The luck of the draw has played too powerful a part for such a prestige competition. Home advantage has been so great it has been the main deciding factor in matches and I would go so far as to suggest that playing at home in the semi- finals was the difference between winning and losing.
I take nothing away from Leicester or Brive and I am looking forward to their meeting in the final at Cardiff in two weeks time. They both played tremendous rugby and I don't begrudge either of them the honour. But after watching Toulouse go down at Leicester and taking part in Cardiff's defeat in Brive I feel that had the venues been reversed it could have been us against Toulouse in the final.
This may seem a strange opinion considering how brilliantly Leicester played but their opponents were a shadow of the Toulouse we know. French teams are not renowned as travellers but that doesn't explain their complete lack of inspiration. We saw how well they played in the final at Cardiff last year and they have been the dominant French club since. The on-off doubts about the game and the cold conditions might have got to them but they just didn't function.
You would never have thought they are rated a more accomplished team than Brive who rose to the occasion like giants. The atmosphere was like nothing we've experienced. The noise when I stepped up to take the penalties was almost unbearable. I was hit by a snowball just as I was to kick one and I pulled the ball just wide of the posts. I am not making excuses but I don't recommend the experience as ideal for penalty-taking.
I thought our defence was outstanding under the circumstances. We were still well in the game at half-time but made too many mistakes under the pressure of the afternoon. You have to be made of iron to withstand that level of intimidation and that goes for referees, too. Had that inspirational support been in our favour on our own ground, the balance would have been titled the other way and I have no doubt in our ability to have won.
The reason Leicester and Brive played at home is because they performed better in the group matches. But Cardiff and Toulouse were in the toughest group, everyone called it the Group of Death, and we were therefore punished twice by the luck of the draw. Not only was it harder to qualify we then had to visit teams who'd had easier groups. In future, home advantage has to be reduced by playing home and away legs and by staging the semi-finals on neutral grounds.

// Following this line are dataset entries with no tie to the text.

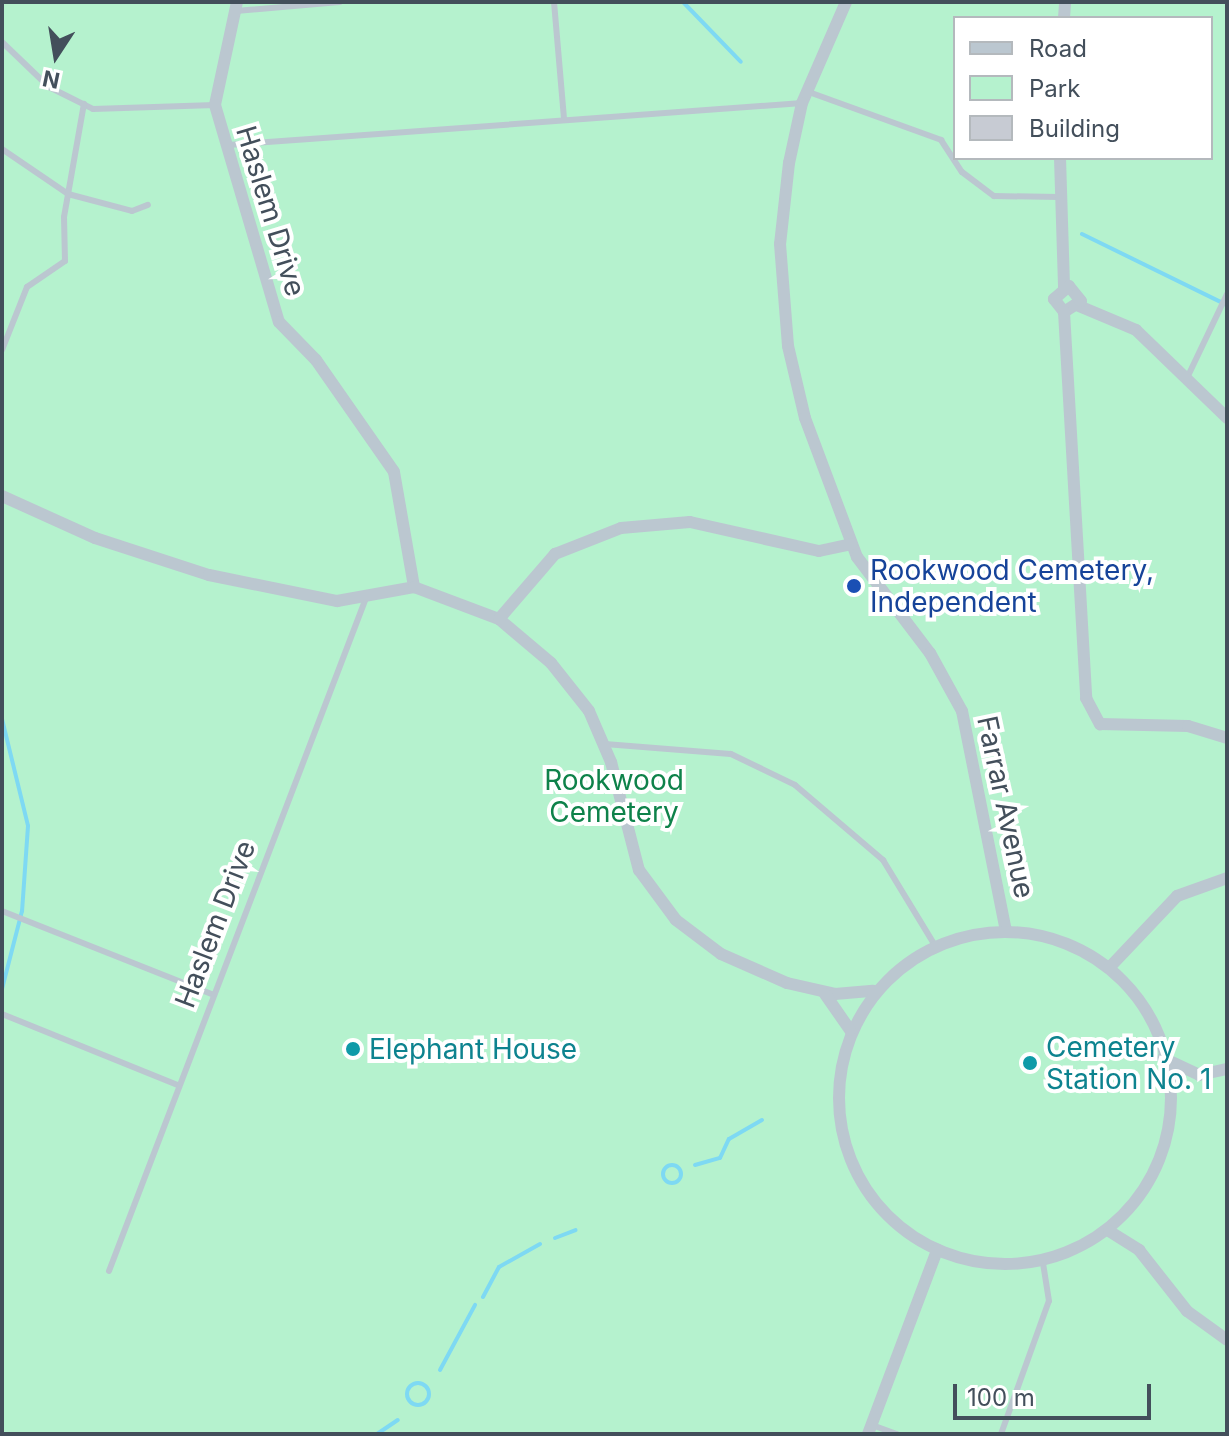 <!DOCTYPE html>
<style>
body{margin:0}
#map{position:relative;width:1229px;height:1436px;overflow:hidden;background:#efecec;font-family:Inter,sans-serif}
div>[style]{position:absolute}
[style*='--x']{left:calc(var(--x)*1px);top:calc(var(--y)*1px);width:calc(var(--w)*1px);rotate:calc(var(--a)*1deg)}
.green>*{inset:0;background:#b5f2ce}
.stream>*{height:4px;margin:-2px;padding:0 2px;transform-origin:2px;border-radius:2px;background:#7ed9f3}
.stream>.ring{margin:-2px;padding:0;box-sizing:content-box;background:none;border:4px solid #7ed9f3;border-radius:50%}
.building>*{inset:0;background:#c7cbd3}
.round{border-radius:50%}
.service>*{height:6px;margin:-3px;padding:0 3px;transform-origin:3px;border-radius:3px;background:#bbc7d0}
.minor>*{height:12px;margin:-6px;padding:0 6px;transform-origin:6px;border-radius:6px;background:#bbc7d0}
.minor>.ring{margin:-6px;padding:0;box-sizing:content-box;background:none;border:12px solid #bbc7d0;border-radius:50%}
.dots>*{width:22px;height:22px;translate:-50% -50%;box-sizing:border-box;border:4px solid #fff;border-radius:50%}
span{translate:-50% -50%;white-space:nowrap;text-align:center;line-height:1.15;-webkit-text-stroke:8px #fff;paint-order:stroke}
.street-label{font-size:28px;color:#434f5b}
.transit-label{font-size:28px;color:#164399}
.left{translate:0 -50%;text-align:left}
.park-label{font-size:28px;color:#0e824a}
.culture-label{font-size:28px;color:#0d838f}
.frame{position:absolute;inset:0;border:4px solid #434f5b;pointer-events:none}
.legend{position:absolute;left:953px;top:16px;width:260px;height:144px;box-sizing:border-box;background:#fff;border:2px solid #b4b9bd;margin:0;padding:10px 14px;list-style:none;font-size:24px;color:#434f5b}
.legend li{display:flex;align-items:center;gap:16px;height:40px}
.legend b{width:40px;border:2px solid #b4b9bd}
.north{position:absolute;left:16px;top:16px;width:80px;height:80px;-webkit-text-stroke:6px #fff;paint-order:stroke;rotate:192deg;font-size:22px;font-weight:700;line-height:32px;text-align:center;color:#434f5b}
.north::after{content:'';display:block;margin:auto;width:28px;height:36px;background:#434f5b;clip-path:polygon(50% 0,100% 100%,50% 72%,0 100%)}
.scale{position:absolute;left:953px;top:1384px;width:198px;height:36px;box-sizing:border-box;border:4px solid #434f5b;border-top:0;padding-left:10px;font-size:24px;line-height:28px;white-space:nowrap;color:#434f5b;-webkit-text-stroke:6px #fff;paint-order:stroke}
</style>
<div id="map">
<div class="green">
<i style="clip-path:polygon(evenodd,2px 2px,1227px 2px,1227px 1434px,2px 1434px,2px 2px,955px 18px,1211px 18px,1211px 158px,955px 158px,955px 18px)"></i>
</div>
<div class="stream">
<i style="--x:683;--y:2;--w:83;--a:46"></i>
<i style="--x:1082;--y:234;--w:161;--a:26.1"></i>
<i style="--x:2;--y:719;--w:110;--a:76.3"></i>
<i style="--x:28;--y:826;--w:85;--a:94"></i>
<i style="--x:22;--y:911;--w:81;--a:104.4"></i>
<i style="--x:695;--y:1165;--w:26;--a:-16"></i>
<i style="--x:720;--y:1158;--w:21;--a:-65"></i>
<i style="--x:729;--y:1139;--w:38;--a:-30"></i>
<i class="ring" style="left:663px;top:1165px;width:14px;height:14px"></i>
<i style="--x:555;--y:1238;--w:22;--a:-21"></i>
<i style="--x:483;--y:1297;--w:34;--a:-62"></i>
<i style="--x:499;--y:1267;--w:47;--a:-29.3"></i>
<i style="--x:440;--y:1370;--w:74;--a:-61.7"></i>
<i class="ring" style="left:407px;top:1383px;width:18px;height:18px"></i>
<i style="--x:377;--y:1434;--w:25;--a:-34"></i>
</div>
<div class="building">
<i class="round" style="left:343px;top:1039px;width:20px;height:20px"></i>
</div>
<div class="service">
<i style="--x:554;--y:2;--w:116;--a:85.1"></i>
<i style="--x:236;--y:11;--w:104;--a:-4.9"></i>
<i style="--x:2;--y:42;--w:65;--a:43.8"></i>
<i style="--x:49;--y:87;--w:49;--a:26.6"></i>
<i style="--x:93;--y:109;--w:122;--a:-1.9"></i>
<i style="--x:806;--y:91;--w:144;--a:19.9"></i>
<i style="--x:941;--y:140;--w:38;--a:57"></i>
<i style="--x:962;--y:172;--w:40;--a:37"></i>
<i style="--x:994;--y:196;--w:65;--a:0.9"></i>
<i style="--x:228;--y:145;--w:576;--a:-4.18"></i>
<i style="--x:2;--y:149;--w:80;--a:34.3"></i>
<i style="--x:68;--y:194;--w:66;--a:14.9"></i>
<i style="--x:132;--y:211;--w:17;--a:-21"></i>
<i style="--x:2;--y:350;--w:68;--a:-68.4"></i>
<i style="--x:27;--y:287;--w:46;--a:-34.4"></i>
<i style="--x:65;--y:261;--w:44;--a:-91.3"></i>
<i style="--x:64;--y:217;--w:115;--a:-80"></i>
<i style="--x:1187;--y:378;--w:93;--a:-64.5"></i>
<i style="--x:605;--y:744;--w:126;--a:4.5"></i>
<i style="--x:731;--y:754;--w:71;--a:25.8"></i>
<i style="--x:795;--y:785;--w:116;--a:40.4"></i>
<i style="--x:883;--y:860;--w:102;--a:58.7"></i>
<i style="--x:2;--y:911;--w:228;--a:21.6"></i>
<i style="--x:2;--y:1014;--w:190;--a:22"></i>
<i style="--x:109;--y:1271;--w:720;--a:-69.1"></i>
<i style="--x:872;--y:1425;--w:27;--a:20"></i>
<i style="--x:1001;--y:1434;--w:141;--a:-70.2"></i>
<i style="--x:1049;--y:1301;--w:38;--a:-99"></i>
</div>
<div class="minor">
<i style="--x:237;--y:2;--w:105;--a:102.1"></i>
<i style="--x:215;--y:105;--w:226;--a:73.6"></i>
<i style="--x:279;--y:322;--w:53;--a:45.8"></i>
<i style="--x:316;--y:360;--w:136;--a:55.1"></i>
<i style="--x:394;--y:472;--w:117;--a:80.1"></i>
<i style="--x:846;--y:2;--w:110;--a:113.5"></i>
<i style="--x:802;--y:103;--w:61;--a:102.2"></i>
<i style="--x:789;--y:163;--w:81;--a:96.3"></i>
<i style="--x:780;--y:244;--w:102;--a:85.5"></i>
<i style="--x:788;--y:346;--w:74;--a:76.7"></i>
<i style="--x:805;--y:418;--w:148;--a:69.5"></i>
<i style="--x:857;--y:557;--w:121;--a:52.8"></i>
<i style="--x:930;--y:653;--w:66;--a:61.1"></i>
<i style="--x:962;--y:711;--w:225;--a:78.7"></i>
<i style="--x:1064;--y:18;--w:16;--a:-86"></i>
<i style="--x:1060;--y:158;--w:129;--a:88.2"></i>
<i style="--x:1079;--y:306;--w:62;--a:22.8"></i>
<i style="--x:1136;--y:330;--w:127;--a:44"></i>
<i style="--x:1064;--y:312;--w:20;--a:-33"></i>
<i style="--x:1081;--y:301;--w:19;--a:-129"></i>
<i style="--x:1069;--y:286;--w:20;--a:139"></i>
<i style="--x:1054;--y:299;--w:16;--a:52"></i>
<i style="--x:1064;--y:312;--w:387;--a:86.7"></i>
<i style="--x:1086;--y:698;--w:30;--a:62"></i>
<i style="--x:1100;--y:724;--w:88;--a:1.3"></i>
<i style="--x:1188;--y:726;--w:41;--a:17.1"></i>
<i style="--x:2;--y:496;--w:102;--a:24.3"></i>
<i style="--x:95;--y:538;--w:120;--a:18"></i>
<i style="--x:209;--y:575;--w:131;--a:11.5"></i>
<i style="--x:337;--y:601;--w:78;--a:-10.3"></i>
<i style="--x:414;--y:587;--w:91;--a:20.6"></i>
<i style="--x:499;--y:619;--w:68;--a:40.2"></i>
<i style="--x:551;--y:663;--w:61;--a:51.6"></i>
<i style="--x:589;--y:711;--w:56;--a:66.7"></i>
<i style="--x:611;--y:762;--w:112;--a:75.5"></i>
<i style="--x:639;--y:870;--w:62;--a:53.5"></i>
<i style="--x:676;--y:920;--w:56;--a:37.1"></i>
<i style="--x:721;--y:954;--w:72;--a:23.7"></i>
<i style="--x:787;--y:983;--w:49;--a:12.9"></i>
<i style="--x:835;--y:994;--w:38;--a:-5"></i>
<i style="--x:499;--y:619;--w:86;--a:-49.3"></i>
<i style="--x:555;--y:554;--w:71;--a:-21.5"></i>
<i style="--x:621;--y:528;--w:69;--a:-5"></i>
<i style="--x:690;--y:522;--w:132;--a:12.7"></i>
<i style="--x:819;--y:551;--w:33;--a:-12"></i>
<i class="ring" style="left:839px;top:932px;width:320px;height:320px"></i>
<i style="--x:1109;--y:968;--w:99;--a:-46.6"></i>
<i style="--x:1177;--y:896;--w:53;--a:-19.8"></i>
<i style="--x:825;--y:994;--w:44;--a:55.2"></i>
<i style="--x:1163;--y:1058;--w:40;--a:25"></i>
<i style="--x:1199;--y:1075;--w:29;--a:-12"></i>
<i style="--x:1109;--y:1231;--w:36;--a:32"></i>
<i style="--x:1139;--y:1250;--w:78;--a:51.8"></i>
<i style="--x:1187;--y:1311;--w:49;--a:35.9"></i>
<i style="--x:868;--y:1434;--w:197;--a:-69.4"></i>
</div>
<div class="dots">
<i style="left:854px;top:586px;background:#1a4fb4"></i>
<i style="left:353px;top:1049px;background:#0f9aa8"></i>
<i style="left:1030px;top:1063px;background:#0f9aa8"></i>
</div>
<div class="street-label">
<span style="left:271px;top:211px;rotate:73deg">Haslem Drive</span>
<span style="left:1006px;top:807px;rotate:78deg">Farrar Avenue</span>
<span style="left:215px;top:924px;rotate:-69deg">Haslem Drive</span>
</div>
<div class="transit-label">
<span class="left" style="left:870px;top:586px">Rookwood Cemetery,<br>Independent</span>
</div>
<div class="park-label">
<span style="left:614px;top:796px">Rookwood<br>Cemetery</span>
</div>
<div class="culture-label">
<span class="left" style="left:1046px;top:1063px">Cemetery<br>Station No. 1</span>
<span class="left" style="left:369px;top:1049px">Elephant House</span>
</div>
<div class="frame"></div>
<ul class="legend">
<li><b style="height:10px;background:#bbc7d0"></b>Road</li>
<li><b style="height:22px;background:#b5f2ce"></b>Park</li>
<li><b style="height:22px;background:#c7cbd3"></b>Building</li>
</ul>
<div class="north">N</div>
<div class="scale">100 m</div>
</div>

It is a competition that is going to grow and grow in stature but it must be slotted earlier into the season so that it finishes well before the Five Nations begins. While it may never challenge the international championship for importance it could lead to a conflict of interests if the tournaments are not kept well apart.
There is already such a conflict in the offing. The Five Nations has long been the undisputed ruler of rugby in the first three months of the year and the domestic league and cup matches have been well down the pecking order. But the financial demands of running a top club side have brought new priorities. Gate receipts from high league positions and cup-runs are now vital.
Added to which, qualification for a place in the European Cup by finishing in the top four is essential as we in Cardiff realise only too well. Playing for your country will always be the greatest thrill but players will find extra pressure from their clubs during the rest of the season. Nowhere will this apply more than in France.
One of the major revelations of the European Cup has been the strength of the club scene in France. Most of our fans had never heard of teams like Brive and Dax. The success of the European Cup has distracted attention from the lesser Conference competition. We had good teams like Swansea and Northampton competing yet all the four semi-finalists were French - Bourgoin, Castres, Narbonne and Agen.
The French clubs' race to qualify for next season's European Cup is going to be fearsome. Will it detract from France's challenge for the Five Nations? Players of all the nations will find it difficult with club demands rivalling the pressures of international rugby but it will worry the French most of all.